O Órgão Especial do Tribunal de Justiça do Rio de Janeiro (TJ-RJ) declarou inconstitucionais duas leis do Município de Duque de Caxias que reestruturavam a área da educação, anulando um novo plano de cargos e a criação de 1.500 vagas na rede municipal. O acórdão foi publicado nesta terça-feira (16) e confirmou, no mérito, a decisão liminar concedida em julho, que já havia suspendido temporariamente a aplicação das normas.
A decisão foi tomada por maioria de votos, em ação proposta pelo PSOL, e tem efeito retroativo (ex tunc) — juridicamente, as leis são consideradas inválidas desde a sua origem.
Quais leis foram derrubadas
Foram declaradas inconstitucionais as seguintes normas municipais:
- Lei nº 3.507/2025, que instituiu um novo Plano de Cargos, Carreira e Remuneração (PCCR) para profissionais da educação, apoio técnico e suporte interdisciplinar, com contratação pelo regime celetista (CLT);
- Lei nº 3.508/2025, que autorizava a criação de 1.500 novas vagas na Secretaria Municipal de Educação, a serem preenchidas por concurso público, também sob o regime da CLT.
Por que o TJ-RJ considerou as leis inconstitucionais
O Tribunal apontou dois vícios centrais: um formal, relacionado à elaboração das leis, e outro material, ligado ao conteúdo das normas.
Falta de estudo de impacto financeiro
Segundo o Órgão Especial, as leis criaram despesas obrigatórias e permanentes, como salários, progressões de carreira, adicionais e gratificações, sem um estudo técnico adequado que demonstrasse:
- o impacto financeiro real das medidas;
- a origem dos recursos para custear os novos gastos;
- a compatibilidade com o orçamento, o plano plurianual e a lei de diretrizes orçamentárias.
O Tribunal destacou que a Constituição exige esse tipo de avaliação prévia em leis que aumentam despesas públicas, conforme a Lei de Responsabilidade Fiscal (LRF). As planilhas apresentadas pelo Município foram consideradas genéricas, sem memória de cálculo ou projeções futuras, o que tornou as normas inválidas desde a origem.
Risco à previdência dos servidores
Outro ponto decisivo foi a opção do Município por adotar o regime celetista para os novos profissionais da educação. Para o TJ-RJ, essa escolha compromete o equilíbrio do Regime Próprio de Previdência Social (RPPS) de Duque de Caxias, já que:
- servidores celetistas contribuem para o INSS, e não para o regime próprio municipal;
- a base de contribuintes do RPPS diminui;
- o número de aposentados e pensionistas estatutários continua crescendo.
Na avaliação do Tribunal, isso agrava o déficit previdenciário, obrigando o Município a destinar mais recursos do Tesouro para cobrir aposentadorias e pensões, em violação ao artigo 89 da Constituição Estadual, que exige equilíbrio financeiro do regime próprio.
O Município sustentou que o Supremo Tribunal Federal (STF), ao julgar a ADI 2135, reconheceu a possibilidade de os entes federativos escolherem entre regime estatutário e celetista.
O Órgão Especial do TJ-RJ reconheceu esse entendimento, mas fez uma ressalva: a opção pelo regime celetista não é automática nem irrestrita. Segundo o acórdão, o próprio STF exige que a escolha seja precedida de avaliação técnica rigorosa, demonstrando que a medida não compromete a previdência nem o equilíbrio fiscal — o que, no caso de Duque de Caxias, não foi comprovado.
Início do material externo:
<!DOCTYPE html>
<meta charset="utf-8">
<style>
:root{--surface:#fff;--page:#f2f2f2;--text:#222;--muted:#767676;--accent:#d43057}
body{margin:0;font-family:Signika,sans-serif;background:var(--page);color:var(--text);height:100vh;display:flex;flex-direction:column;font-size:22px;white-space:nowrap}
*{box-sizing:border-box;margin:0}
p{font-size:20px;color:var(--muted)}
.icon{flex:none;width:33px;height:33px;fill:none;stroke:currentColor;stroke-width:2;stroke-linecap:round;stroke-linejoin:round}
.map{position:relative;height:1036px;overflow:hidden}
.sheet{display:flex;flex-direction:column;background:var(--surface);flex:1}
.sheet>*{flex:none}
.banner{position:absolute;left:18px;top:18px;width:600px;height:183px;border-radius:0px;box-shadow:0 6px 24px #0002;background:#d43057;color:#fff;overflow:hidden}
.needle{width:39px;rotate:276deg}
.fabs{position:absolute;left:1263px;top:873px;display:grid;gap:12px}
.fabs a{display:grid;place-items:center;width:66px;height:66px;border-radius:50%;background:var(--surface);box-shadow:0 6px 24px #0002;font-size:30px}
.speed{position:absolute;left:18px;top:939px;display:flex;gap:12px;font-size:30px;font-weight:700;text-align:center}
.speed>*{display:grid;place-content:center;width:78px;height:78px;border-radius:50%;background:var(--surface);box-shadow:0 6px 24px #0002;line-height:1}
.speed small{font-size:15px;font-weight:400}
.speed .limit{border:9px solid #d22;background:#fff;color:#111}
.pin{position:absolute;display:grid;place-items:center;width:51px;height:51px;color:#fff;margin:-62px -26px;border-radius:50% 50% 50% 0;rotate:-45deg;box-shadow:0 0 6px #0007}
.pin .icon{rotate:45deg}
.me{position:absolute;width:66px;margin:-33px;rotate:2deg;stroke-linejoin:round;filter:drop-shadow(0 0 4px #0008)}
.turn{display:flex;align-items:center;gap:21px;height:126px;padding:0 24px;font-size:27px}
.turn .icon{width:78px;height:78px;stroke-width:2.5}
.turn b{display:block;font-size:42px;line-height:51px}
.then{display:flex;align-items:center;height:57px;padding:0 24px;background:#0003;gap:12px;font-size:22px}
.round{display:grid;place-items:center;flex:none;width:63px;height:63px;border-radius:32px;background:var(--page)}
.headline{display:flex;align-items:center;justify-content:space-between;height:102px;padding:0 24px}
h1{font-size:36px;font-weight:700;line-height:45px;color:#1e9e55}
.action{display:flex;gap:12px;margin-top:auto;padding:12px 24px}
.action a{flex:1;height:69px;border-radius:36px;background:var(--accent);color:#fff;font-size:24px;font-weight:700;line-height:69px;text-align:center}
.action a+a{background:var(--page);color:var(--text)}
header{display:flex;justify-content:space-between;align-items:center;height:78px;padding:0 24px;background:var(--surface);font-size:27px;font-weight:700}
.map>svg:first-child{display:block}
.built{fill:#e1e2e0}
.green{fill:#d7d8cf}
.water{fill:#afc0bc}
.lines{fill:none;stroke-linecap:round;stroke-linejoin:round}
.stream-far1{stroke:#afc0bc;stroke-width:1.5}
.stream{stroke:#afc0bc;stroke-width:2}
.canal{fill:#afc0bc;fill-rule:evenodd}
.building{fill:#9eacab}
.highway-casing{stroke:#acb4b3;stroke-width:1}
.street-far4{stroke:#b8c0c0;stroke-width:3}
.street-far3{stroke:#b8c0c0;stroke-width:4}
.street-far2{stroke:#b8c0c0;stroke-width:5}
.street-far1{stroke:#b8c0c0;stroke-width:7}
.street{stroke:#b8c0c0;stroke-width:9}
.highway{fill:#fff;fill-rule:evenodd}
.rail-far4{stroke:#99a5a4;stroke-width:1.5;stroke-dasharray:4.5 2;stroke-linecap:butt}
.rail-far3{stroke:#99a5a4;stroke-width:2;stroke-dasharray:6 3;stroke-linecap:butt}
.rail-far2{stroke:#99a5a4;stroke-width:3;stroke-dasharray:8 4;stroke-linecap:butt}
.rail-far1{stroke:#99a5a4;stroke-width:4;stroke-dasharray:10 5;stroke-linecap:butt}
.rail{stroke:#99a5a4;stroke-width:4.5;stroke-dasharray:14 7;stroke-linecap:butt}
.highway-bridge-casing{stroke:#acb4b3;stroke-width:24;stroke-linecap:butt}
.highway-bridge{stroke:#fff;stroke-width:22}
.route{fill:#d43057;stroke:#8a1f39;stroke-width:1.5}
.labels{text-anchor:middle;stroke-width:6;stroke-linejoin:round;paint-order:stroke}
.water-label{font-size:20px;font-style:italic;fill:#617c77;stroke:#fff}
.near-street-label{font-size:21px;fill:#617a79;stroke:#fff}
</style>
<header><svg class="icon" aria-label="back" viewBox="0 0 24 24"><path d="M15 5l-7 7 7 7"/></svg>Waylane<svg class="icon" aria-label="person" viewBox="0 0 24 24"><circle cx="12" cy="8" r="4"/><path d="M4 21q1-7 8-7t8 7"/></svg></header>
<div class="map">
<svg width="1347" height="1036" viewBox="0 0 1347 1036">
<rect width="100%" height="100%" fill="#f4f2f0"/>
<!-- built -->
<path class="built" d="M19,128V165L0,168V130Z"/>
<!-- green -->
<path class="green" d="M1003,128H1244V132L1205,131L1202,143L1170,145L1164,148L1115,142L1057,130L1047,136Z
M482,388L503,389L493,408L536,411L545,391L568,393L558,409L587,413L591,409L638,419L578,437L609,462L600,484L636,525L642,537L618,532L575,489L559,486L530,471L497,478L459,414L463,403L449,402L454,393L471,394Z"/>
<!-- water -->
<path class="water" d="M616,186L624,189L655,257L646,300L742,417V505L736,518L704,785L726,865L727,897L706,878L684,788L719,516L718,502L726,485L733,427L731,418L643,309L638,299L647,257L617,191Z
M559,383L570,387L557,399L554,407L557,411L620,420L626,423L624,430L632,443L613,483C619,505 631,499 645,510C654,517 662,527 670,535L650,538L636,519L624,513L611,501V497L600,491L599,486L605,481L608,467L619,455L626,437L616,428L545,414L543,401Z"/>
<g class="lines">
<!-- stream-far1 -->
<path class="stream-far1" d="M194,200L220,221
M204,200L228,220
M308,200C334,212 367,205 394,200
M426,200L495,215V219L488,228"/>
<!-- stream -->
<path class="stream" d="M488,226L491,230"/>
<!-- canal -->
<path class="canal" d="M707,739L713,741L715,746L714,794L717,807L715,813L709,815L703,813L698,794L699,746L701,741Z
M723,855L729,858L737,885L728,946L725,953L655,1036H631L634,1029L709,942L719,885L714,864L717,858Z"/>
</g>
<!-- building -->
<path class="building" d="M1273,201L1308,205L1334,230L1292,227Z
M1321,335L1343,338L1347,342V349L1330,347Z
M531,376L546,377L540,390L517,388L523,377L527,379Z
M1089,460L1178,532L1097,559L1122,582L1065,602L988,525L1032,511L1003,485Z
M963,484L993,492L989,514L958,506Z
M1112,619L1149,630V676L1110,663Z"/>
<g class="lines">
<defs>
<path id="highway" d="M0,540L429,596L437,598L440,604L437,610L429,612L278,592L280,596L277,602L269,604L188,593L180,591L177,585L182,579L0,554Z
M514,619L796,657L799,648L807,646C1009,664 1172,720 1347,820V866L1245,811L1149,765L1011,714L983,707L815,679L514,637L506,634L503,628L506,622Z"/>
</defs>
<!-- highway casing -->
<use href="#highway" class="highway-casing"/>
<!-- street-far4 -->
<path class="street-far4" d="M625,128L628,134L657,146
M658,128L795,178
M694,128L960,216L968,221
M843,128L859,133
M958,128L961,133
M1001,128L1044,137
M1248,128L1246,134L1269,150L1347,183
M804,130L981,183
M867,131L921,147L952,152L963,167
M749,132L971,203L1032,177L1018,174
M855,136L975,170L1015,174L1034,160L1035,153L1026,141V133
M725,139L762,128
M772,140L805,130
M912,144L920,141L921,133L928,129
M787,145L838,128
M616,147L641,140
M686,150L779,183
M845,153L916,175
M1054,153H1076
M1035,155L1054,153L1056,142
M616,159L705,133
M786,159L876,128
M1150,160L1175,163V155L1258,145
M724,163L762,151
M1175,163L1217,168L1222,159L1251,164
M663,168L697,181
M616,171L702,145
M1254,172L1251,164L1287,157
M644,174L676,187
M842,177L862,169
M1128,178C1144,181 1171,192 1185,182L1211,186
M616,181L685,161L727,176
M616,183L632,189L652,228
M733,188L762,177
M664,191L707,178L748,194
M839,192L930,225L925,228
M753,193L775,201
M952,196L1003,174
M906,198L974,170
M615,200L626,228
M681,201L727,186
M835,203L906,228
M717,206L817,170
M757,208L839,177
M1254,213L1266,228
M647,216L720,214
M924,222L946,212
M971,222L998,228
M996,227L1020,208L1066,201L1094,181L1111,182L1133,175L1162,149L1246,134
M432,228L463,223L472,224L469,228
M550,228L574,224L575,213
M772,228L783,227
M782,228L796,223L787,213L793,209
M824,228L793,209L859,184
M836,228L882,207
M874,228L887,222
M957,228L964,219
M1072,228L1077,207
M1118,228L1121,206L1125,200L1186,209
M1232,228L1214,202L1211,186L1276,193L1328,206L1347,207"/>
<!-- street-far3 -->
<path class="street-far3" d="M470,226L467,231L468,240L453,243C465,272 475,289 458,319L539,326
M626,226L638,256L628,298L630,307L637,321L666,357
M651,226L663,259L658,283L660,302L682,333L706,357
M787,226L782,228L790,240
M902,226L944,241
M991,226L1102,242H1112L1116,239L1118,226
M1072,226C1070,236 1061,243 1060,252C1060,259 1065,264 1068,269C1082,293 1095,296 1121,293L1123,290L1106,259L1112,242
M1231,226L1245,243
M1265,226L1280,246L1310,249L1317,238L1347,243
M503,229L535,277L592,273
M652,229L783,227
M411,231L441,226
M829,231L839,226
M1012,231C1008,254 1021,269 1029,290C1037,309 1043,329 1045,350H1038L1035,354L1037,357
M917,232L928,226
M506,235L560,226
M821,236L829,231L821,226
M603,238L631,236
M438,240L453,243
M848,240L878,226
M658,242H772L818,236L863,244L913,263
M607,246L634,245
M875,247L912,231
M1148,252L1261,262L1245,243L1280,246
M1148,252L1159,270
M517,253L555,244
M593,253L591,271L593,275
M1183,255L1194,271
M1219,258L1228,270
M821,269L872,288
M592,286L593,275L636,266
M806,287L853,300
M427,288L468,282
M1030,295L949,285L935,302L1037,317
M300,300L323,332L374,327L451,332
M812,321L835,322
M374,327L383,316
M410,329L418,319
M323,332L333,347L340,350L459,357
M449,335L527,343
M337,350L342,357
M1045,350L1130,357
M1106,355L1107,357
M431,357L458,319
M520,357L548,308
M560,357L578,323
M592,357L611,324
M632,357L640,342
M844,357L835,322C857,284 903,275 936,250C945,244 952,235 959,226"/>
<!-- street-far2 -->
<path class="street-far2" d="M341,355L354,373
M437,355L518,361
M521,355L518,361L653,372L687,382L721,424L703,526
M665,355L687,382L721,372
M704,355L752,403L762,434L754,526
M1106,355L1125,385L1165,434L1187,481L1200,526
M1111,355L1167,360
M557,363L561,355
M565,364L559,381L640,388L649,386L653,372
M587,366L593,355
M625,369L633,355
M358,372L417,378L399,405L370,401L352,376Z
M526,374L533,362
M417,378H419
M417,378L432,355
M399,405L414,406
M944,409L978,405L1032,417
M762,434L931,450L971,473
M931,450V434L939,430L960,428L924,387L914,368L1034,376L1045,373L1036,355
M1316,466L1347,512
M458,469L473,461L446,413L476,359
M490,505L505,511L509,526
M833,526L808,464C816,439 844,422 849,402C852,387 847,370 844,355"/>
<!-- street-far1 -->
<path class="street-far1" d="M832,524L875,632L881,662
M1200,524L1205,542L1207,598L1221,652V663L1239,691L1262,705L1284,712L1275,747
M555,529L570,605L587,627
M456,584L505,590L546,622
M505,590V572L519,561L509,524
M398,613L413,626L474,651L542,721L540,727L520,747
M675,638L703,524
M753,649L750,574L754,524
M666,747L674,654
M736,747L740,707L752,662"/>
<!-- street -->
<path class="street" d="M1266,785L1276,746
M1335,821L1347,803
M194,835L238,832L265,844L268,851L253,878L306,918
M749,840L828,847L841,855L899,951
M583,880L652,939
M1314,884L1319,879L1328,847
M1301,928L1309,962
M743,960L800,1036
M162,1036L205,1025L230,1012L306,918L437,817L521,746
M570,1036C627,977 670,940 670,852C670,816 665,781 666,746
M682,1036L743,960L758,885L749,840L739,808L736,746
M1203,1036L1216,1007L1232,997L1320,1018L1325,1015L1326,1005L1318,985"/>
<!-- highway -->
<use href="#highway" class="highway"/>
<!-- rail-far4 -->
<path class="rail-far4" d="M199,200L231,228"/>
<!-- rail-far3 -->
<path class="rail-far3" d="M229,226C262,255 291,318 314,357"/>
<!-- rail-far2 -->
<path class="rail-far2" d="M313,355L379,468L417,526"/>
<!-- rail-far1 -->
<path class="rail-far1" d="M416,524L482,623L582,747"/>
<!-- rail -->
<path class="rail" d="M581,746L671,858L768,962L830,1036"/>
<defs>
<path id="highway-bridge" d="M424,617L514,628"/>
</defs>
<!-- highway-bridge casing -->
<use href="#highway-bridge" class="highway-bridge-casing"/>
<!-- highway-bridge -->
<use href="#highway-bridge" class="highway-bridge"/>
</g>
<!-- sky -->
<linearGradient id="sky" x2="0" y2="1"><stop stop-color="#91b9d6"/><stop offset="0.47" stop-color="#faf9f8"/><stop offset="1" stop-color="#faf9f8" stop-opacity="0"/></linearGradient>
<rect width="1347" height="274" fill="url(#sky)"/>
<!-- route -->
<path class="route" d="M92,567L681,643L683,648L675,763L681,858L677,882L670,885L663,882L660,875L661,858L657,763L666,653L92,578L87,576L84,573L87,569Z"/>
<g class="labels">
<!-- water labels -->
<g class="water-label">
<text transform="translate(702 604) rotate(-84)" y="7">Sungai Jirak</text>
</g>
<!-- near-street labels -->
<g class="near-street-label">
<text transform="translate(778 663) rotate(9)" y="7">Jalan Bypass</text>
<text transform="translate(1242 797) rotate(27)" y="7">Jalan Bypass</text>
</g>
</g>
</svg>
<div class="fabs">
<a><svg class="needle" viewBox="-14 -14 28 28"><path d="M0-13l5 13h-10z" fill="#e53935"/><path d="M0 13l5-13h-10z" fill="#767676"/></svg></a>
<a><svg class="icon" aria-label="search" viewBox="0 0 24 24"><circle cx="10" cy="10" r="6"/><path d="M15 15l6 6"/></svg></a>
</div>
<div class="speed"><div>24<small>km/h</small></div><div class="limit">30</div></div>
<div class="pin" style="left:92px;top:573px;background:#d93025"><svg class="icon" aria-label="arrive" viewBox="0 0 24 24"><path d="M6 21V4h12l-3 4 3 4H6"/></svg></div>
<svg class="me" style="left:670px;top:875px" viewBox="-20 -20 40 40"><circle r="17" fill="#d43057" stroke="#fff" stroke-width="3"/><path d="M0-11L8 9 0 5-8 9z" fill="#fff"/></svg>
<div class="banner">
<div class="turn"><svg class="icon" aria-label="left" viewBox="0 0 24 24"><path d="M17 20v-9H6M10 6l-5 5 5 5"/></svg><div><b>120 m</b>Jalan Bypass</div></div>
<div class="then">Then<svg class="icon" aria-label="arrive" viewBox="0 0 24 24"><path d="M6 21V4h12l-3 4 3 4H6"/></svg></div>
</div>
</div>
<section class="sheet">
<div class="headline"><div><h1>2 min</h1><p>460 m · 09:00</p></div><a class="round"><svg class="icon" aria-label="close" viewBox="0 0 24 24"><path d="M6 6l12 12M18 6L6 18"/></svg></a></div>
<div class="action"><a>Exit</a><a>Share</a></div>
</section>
Confirmação de decisão tomada em julho
Em julho, o TJ-RJ já havia suspendido liminarmente a aplicação das duas leis. A decisão provisória foi proferida pelo desembargador Edson Aguiar de Vasconcelos, relator da ação movida pelo PSOL e pelo deputado federal Tarcísio Motta (PSOL-RJ).
Na ocasião, o magistrado apontou risco às finanças públicas, ausência de estudo de impacto financeiro, ameaça ao equilíbrio do Instituto de Previdência Municipal (IPMDC) e possível violação ao princípio da isonomia, diante da coexistência de dois planos de carreira para profissionais que exercem funções semelhantes.
O julgamento definitivo agora confirma esse entendimento, tornando a suspensão permanente.
Consequências práticas da decisão
Com o acórdão do Órgão Especial:
- as duas leis estão definitivamente anuladas;
- a nulidade vale desde a origem (efeito ex tunc);
- um agravo interno apresentado pelo Município perdeu o objeto;
- a Prefeitura não pode aplicar o novo plano de cargos nem realizar concursos com base nessas normas.